**Instructions for the task**
Using the data that follows, state the number of lines holding the word "sizing", and give no other output.

**Stored data**
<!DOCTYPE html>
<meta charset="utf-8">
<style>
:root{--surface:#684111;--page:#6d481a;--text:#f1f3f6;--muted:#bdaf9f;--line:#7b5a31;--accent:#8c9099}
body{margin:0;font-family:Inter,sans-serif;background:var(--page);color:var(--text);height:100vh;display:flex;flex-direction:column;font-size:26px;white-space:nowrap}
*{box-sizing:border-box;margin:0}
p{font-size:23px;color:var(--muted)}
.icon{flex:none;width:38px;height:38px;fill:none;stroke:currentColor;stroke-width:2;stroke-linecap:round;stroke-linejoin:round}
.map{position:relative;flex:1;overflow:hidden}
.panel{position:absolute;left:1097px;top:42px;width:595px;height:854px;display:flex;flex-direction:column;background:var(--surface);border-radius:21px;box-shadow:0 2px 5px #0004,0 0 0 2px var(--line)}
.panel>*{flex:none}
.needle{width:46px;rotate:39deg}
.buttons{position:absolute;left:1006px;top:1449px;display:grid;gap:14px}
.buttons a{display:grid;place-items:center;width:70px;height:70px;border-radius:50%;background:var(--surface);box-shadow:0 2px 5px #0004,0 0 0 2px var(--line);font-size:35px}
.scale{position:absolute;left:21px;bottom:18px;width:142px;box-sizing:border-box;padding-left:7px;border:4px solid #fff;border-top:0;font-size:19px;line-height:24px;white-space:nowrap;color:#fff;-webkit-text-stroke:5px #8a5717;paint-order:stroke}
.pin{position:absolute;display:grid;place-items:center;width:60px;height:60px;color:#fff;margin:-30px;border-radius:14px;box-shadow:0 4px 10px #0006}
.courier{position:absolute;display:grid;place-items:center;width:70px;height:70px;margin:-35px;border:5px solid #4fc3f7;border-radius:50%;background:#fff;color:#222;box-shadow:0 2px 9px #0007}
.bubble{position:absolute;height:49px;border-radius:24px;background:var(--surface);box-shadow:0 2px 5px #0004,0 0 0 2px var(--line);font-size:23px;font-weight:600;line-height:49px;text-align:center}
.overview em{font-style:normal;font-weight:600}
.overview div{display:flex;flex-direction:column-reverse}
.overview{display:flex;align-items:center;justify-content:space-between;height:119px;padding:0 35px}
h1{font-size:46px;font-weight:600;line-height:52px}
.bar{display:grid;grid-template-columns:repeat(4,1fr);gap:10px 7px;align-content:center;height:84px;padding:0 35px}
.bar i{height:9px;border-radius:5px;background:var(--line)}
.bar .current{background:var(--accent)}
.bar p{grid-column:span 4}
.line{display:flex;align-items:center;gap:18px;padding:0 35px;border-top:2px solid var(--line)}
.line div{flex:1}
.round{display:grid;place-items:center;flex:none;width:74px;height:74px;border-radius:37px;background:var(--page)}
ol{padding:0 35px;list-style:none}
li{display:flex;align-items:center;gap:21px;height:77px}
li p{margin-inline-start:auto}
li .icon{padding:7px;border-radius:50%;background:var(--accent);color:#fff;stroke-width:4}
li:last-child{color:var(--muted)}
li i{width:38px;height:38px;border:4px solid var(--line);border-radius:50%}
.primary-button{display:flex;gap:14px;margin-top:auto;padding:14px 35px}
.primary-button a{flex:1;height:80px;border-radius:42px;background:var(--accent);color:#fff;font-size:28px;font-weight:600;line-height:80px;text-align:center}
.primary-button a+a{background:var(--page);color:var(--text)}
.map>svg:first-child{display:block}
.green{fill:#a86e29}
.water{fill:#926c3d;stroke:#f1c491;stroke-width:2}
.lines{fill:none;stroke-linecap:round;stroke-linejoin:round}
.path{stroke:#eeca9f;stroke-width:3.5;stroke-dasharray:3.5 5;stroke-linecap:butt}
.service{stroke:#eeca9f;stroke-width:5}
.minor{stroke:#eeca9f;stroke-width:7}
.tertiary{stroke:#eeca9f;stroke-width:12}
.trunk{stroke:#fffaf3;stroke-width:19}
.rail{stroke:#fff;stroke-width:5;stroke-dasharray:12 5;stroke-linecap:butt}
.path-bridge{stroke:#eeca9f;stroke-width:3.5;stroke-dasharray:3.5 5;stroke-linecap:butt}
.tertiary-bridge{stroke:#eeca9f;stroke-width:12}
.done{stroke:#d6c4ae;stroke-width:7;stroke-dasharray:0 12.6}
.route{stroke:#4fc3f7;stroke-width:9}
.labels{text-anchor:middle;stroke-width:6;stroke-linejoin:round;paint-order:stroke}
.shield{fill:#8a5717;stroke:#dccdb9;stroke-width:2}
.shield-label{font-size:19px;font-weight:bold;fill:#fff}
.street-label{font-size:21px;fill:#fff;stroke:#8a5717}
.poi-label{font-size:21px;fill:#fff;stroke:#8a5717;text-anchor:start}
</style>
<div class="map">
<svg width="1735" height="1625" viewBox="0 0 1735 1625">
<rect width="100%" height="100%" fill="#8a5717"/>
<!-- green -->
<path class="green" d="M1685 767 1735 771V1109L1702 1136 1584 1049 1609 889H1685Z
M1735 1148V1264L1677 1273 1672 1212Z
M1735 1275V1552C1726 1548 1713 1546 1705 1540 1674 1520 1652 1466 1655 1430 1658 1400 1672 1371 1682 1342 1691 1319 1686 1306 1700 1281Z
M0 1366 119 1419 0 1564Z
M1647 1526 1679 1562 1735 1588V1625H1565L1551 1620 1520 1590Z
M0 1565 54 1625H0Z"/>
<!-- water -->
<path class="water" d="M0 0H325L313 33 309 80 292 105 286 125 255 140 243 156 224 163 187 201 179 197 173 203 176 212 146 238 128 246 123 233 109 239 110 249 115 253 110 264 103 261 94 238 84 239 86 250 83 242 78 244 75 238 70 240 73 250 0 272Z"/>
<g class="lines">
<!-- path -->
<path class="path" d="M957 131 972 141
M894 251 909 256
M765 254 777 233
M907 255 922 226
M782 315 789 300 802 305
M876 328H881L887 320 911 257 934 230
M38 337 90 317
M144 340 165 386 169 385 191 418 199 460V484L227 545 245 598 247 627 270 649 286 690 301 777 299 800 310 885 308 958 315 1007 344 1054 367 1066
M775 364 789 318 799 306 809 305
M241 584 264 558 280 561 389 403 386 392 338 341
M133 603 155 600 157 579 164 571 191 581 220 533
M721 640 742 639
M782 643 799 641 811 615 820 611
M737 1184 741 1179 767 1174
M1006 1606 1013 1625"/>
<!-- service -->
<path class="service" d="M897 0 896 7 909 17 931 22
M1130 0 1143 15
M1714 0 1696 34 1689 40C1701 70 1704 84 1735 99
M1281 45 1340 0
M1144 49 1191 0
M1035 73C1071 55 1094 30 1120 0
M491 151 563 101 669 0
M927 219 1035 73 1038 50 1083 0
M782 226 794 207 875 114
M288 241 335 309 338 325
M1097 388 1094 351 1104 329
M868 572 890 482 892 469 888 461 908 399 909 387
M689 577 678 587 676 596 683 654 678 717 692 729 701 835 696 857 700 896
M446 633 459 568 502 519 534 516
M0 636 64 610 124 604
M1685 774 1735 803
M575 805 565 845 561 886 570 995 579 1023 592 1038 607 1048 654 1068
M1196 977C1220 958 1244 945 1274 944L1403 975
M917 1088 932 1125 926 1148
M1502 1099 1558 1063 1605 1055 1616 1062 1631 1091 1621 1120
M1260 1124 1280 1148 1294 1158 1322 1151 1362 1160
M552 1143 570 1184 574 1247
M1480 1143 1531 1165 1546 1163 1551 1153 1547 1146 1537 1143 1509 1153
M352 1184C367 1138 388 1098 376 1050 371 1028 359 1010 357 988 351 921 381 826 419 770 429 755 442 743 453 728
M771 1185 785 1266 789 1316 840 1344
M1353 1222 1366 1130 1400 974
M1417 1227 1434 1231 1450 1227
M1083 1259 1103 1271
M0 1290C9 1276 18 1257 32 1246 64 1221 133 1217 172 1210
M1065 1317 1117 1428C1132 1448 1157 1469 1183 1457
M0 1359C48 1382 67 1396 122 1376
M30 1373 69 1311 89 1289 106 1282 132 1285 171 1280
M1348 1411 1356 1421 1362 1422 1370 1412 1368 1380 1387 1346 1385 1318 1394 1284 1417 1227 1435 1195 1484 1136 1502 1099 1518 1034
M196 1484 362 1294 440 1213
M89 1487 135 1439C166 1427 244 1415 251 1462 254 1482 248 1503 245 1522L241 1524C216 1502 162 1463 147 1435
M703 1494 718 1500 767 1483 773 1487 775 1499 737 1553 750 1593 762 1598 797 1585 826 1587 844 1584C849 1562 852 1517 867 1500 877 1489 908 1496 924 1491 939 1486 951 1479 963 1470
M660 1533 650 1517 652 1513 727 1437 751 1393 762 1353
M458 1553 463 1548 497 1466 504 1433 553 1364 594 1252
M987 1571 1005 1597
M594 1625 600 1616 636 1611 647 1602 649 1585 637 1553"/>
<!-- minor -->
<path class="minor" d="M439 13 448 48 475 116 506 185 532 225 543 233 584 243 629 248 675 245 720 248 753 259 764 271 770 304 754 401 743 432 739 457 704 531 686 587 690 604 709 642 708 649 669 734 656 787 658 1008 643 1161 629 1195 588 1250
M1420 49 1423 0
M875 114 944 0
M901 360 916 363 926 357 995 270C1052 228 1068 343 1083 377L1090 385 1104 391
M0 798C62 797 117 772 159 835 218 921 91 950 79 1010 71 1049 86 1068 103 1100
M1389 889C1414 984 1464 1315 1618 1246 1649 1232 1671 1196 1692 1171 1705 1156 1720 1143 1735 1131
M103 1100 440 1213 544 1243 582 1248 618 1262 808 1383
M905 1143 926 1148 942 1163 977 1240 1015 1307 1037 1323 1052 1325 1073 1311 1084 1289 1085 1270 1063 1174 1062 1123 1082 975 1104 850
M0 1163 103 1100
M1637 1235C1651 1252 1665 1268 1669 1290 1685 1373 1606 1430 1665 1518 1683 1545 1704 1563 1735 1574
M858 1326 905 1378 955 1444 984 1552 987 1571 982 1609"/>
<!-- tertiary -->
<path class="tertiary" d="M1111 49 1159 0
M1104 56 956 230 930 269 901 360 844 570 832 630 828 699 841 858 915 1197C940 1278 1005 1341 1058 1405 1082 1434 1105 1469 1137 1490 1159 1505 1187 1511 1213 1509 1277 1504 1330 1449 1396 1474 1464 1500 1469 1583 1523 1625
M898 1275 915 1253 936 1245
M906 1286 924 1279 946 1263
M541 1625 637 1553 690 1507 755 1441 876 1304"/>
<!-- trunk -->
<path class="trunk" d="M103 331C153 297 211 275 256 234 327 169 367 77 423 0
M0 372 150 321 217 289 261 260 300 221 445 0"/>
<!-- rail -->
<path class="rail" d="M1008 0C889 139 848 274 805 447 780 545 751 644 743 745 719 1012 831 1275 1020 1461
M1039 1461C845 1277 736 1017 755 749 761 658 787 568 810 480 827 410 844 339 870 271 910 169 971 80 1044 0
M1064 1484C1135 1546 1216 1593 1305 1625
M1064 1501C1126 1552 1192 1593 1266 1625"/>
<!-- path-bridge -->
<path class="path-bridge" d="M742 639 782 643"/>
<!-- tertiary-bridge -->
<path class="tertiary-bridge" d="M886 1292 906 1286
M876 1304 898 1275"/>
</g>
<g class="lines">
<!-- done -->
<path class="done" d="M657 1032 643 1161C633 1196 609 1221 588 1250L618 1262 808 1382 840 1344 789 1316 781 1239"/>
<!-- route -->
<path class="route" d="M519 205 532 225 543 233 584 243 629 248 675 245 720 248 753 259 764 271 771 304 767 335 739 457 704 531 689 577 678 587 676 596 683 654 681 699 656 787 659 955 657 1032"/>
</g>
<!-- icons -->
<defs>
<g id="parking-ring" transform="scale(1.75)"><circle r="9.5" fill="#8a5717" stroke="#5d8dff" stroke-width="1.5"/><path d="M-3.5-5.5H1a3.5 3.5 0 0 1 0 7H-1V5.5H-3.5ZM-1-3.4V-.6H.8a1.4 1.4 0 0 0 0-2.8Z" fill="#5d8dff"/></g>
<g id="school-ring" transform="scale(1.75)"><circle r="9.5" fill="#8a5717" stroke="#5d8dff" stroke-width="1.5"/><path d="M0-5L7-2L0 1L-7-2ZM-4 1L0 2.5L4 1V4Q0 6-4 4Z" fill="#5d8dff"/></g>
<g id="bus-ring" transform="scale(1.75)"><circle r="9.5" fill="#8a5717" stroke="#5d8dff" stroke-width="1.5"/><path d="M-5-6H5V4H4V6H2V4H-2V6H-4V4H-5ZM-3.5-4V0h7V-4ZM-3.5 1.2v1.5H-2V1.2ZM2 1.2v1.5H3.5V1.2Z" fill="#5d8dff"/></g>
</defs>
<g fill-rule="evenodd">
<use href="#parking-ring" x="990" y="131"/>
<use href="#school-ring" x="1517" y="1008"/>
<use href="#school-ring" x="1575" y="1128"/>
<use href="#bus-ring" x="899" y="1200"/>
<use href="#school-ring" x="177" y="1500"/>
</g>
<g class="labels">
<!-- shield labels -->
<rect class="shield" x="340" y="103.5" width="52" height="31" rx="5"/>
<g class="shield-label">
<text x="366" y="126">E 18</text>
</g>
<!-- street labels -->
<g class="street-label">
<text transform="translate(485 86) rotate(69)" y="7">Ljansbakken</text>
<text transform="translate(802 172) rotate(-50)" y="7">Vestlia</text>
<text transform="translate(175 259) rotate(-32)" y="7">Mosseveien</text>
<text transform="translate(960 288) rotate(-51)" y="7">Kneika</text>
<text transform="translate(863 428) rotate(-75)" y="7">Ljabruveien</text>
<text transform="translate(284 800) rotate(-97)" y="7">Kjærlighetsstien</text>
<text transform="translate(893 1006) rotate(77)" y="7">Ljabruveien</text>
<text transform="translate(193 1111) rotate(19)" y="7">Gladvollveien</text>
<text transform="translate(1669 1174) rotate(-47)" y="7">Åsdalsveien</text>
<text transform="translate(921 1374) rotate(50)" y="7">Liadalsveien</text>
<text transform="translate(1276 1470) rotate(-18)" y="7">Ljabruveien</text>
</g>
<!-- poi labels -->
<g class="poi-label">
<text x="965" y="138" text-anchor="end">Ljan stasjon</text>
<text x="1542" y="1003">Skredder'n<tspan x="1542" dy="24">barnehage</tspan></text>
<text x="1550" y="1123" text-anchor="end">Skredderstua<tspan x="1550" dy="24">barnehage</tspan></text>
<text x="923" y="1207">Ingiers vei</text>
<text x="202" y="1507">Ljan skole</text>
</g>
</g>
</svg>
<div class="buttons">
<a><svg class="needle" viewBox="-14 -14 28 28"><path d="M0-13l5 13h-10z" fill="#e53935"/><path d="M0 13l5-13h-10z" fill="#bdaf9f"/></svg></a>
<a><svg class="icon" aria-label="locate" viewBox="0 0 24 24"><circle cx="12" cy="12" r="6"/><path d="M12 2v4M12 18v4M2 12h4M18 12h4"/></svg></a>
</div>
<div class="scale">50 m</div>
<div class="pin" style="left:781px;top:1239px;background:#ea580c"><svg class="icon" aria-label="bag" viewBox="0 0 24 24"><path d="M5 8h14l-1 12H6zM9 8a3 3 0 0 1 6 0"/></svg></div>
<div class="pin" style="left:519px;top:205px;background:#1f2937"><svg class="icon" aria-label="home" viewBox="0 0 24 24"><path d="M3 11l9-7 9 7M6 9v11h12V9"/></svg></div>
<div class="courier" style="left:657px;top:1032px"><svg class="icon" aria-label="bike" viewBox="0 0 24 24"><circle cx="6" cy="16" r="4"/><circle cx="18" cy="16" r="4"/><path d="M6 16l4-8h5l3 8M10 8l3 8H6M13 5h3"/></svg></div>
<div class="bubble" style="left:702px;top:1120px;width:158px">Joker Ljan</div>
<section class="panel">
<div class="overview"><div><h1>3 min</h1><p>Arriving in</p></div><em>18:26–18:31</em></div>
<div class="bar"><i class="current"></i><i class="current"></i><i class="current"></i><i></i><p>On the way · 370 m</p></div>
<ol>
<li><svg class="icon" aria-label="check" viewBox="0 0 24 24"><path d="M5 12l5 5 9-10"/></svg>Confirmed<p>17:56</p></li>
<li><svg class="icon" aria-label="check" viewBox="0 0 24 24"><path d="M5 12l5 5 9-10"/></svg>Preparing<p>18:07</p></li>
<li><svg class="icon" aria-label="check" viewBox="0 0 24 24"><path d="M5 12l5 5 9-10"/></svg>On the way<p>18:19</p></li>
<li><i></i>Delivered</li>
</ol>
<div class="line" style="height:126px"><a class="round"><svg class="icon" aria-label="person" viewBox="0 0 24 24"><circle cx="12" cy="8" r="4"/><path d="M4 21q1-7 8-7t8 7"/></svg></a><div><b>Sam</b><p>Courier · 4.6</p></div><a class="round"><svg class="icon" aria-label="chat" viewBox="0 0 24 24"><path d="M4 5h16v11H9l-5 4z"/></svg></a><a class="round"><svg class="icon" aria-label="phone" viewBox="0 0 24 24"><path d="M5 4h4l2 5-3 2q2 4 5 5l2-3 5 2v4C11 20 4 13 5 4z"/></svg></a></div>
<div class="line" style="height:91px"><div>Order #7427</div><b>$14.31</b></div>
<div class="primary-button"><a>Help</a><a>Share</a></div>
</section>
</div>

**Written reply**
2